Some popular stores and brands you might want to visit include 66 Degrees North for hats and outdoor gear, Geyser for sweaters and apparel and 12 Tónar, for local music at a hip record store. If you happen to be in Reykjavik on a Sunday, be sure to stop by the Kolaportid Flea Market where you can shop for fresh fish and get a good deal on souvenirs. Iceland has a strong Viking heritage and you will see the traditional helmets for sale in many tourist shops along with stuffed puffins (penguin-like birds) and gifts that poke fun at the country’s difficult-to-understand language.
Eating in Iceland
Iceland has a very diverse selection of cuisine options, but they are most known for their seafood. If you want a true Icelandic experience, try ordering Hákarl (shark meat) and/or a shot of Brennivín, their signature grain alcohol. Popular places to eat include Snaps, Fish Company and Reykjavik Roasters to name a few. If you don’t like seafood, don’t worry, there are plenty of places with European-style sandwiches and American food too.
No Reservations: Visit Iceland
Check out Anthony Bourdain’s No Reservations episode in Iceland to learn more about the local foodie scene and things to eat while visiting.

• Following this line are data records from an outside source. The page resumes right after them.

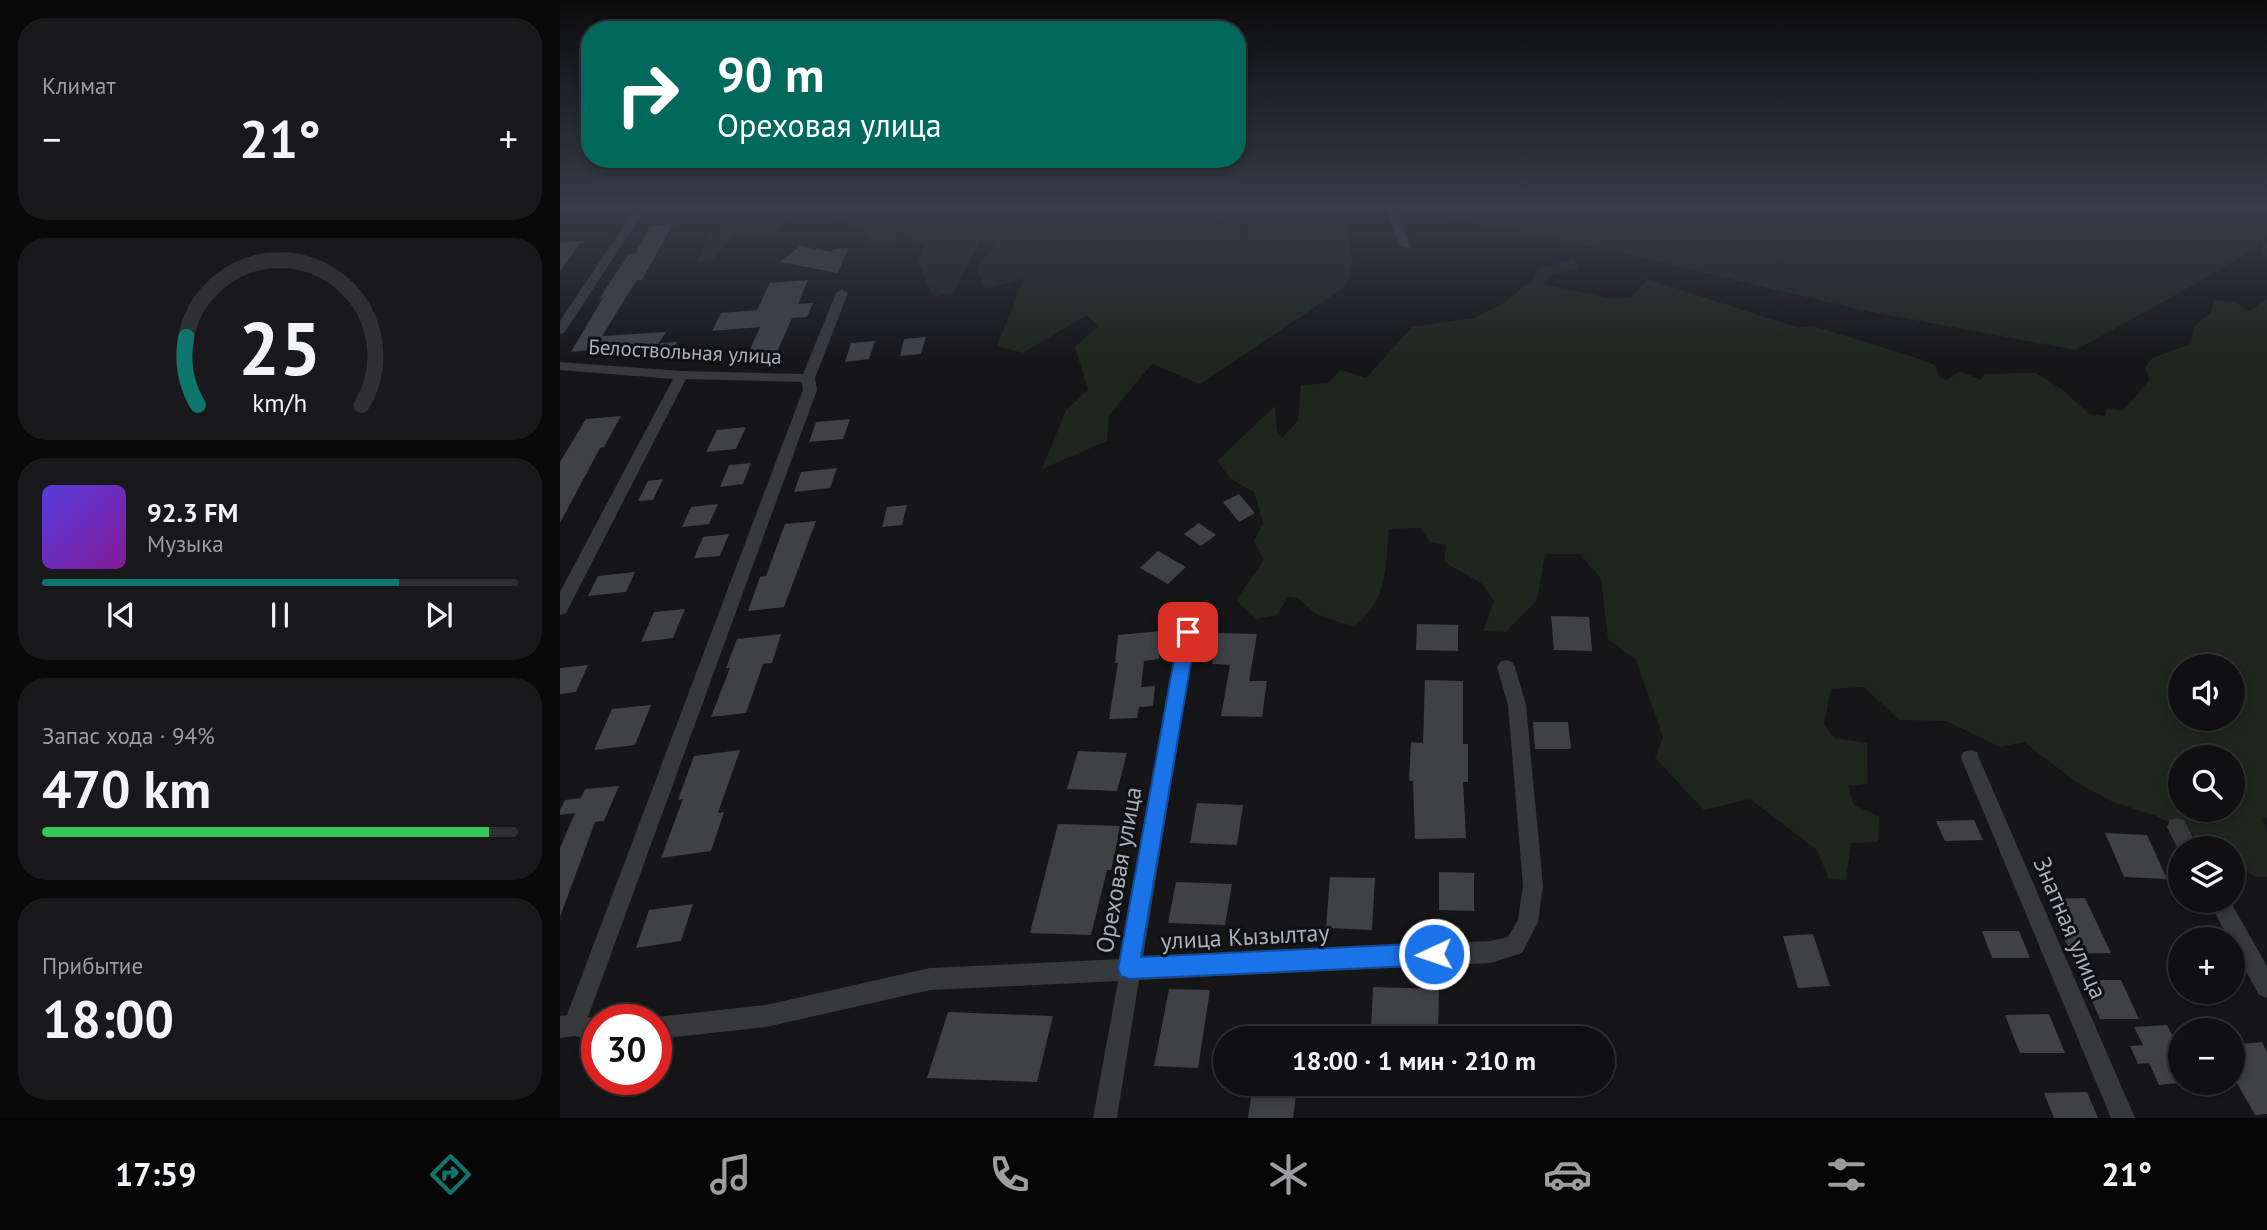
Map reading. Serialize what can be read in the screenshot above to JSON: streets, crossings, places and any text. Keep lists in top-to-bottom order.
{
  "streets": {
    "street": [
      "Белоствольная улица",
      "Ореховая улица",
      "Знатная улица",
      "улица Кызылтау"
    ]
  },
  "crossings": [
    ["Ореховая улица", "улица Кызылтау"]
  ],
  "page": {
    "tile": [
      "Климат",
      ["Запас хода · 94%", "470 km"],
      ["Прибытие", "18:00"]
    ],
    "turn": ["90 m", "Ореховая улица"],
    "heat": ["−", "21°", "+"],
    "song": ["92.3 FM", "Музыка"],
    "map_buttons": ["+", "−"],
    "limit": "30",
    "trip": "18:00 · 1 мин · 210 m",
    "tabs": ["17:59", "21°"],
    "gauge": ["25", "km/h"]
  }
}
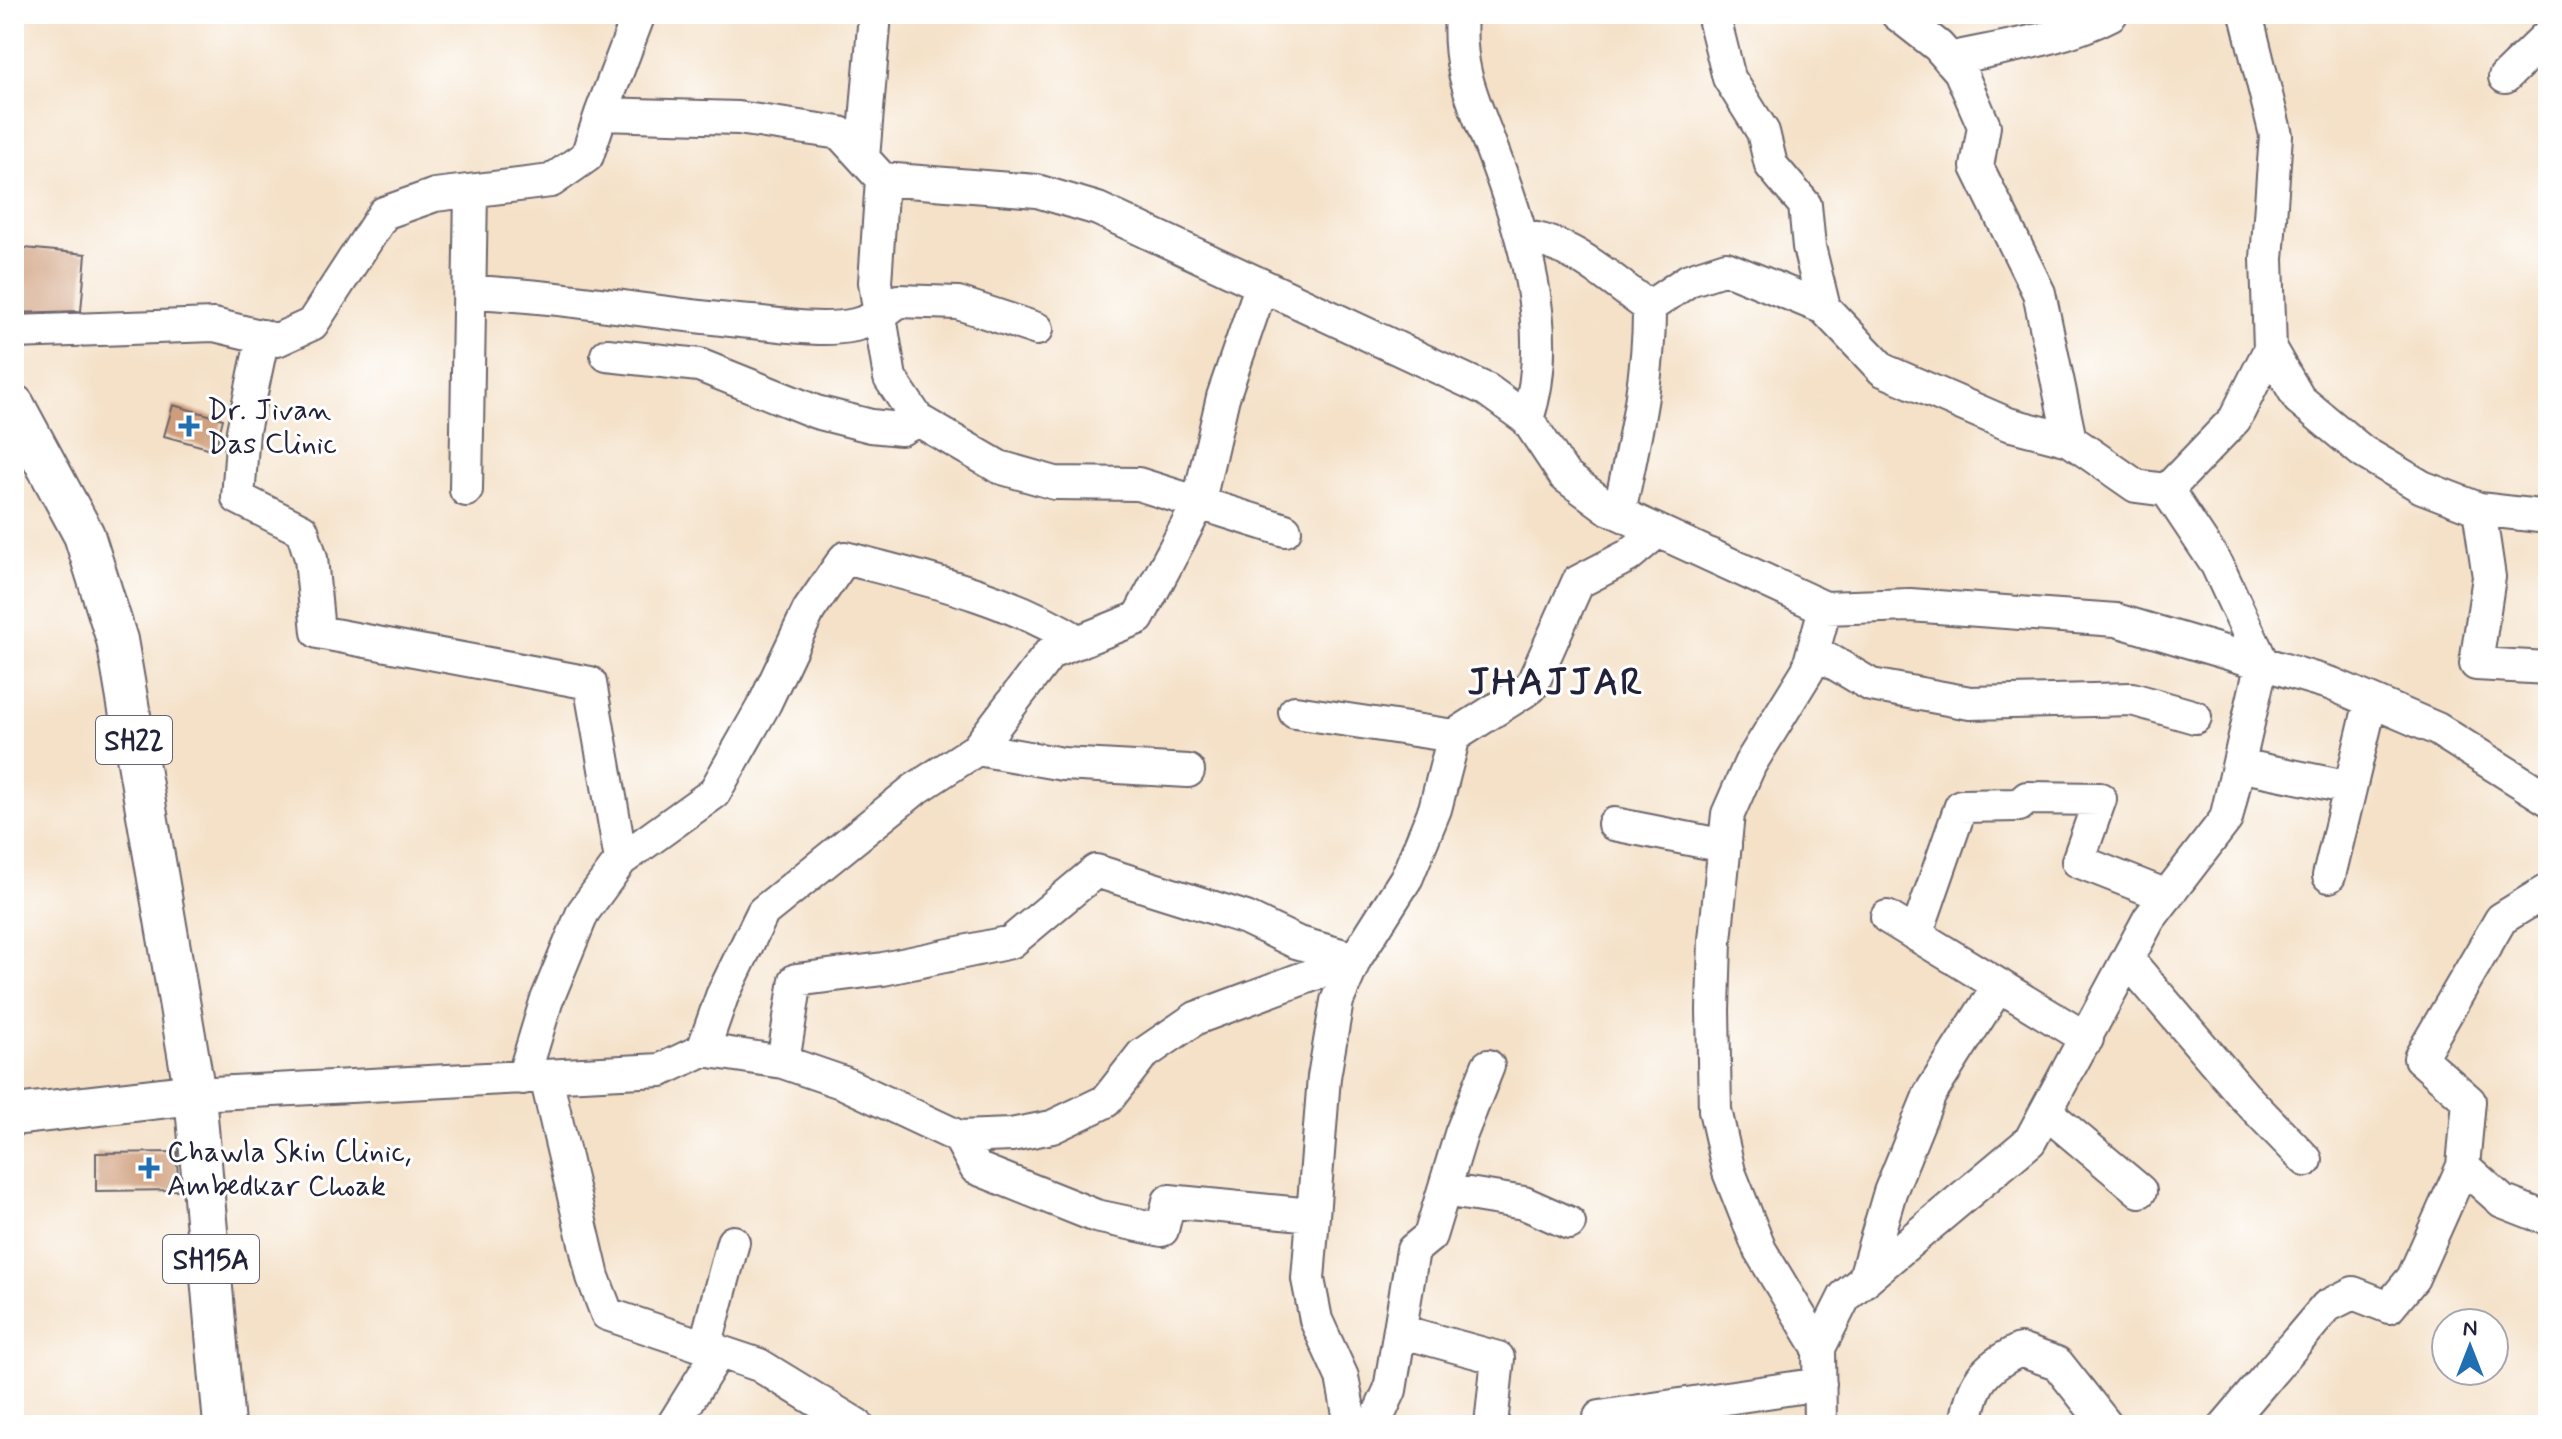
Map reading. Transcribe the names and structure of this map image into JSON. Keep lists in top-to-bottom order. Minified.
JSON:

If you love nature and don’t mind a little cold, you will fall in love with Iceland! As a sometimes forgotten country, an Iceland Stopover is an unforgettable experience that you won’t regret. Not your typical destination, but well worth the extra day or two if you get the chance. For more reading check out 3 Day Guide to Reykjavik -A 72-hour Definitive Guide on What to See, Eat & Enjoy in Reykjavik, Iceland.
Have you been to Iceland? What would you recommend most?